--- EXTRACTED RECORDS Enclosed Below ---
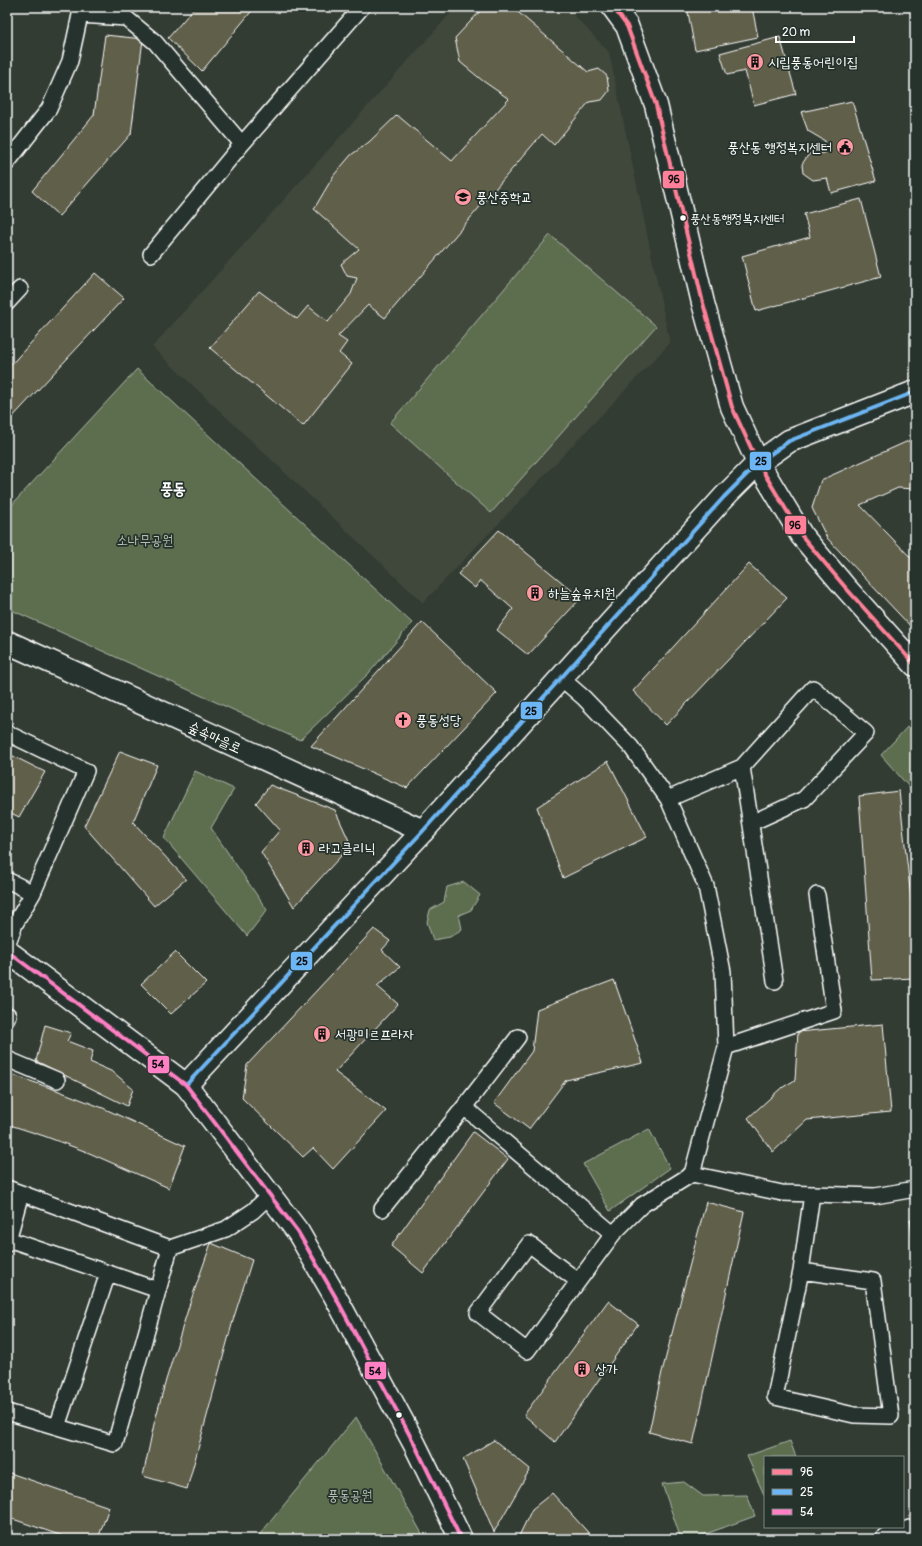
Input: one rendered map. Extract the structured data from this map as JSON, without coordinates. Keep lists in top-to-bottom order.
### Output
{
  "streets": {
    "street": ["숲속마을로"]
  },
  "districts": ["풍동"],
  "parks": ["소나무공원", "풍동공원"],
  "places": {
    "building": [
      "시립풍동어린이집",
      "하늘숲유치원",
      "라고클리닉",
      "서광미르프라자",
      "상가"
    ],
    "public building": ["풍산동 행정복지센터"],
    "school or university": ["풍산중학교"],
    "other": ["풍산동행정복지센터"],
    "church": ["풍동성당"]
  },
  "lines": ["transit line 96", "transit line 25", "transit line 54"],
  "legend": ["96", "25", "54"],
  "scale_bar": "20 m"
}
--- End of Enclosed EXTRACTED RECORDS ---
WHAT TO DO | The data above must be given back verbatim, minus its images.

EXERCISE SOLUTION |
Input: one rendered map. Extract the structured data from this map as JSON, without coordinates. Keep lists in top-to-bottom order.
### Output
{
  "streets": {
    "street": ["숲속마을로"]
  },
  "districts": ["풍동"],
  "parks": ["소나무공원", "풍동공원"],
  "places": {
    "building": [
      "시립풍동어린이집",
      "하늘숲유치원",
      "라고클리닉",
      "서광미르프라자",
      "상가"
    ],
    "public building": ["풍산동 행정복지센터"],
    "school or university": ["풍산중학교"],
    "other": ["풍산동행정복지센터"],
    "church": ["풍동성당"]
  },
  "lines": ["transit line 96", "transit line 25", "transit line 54"],
  "legend": ["96", "25", "54"],
  "scale_bar": "20 m"
}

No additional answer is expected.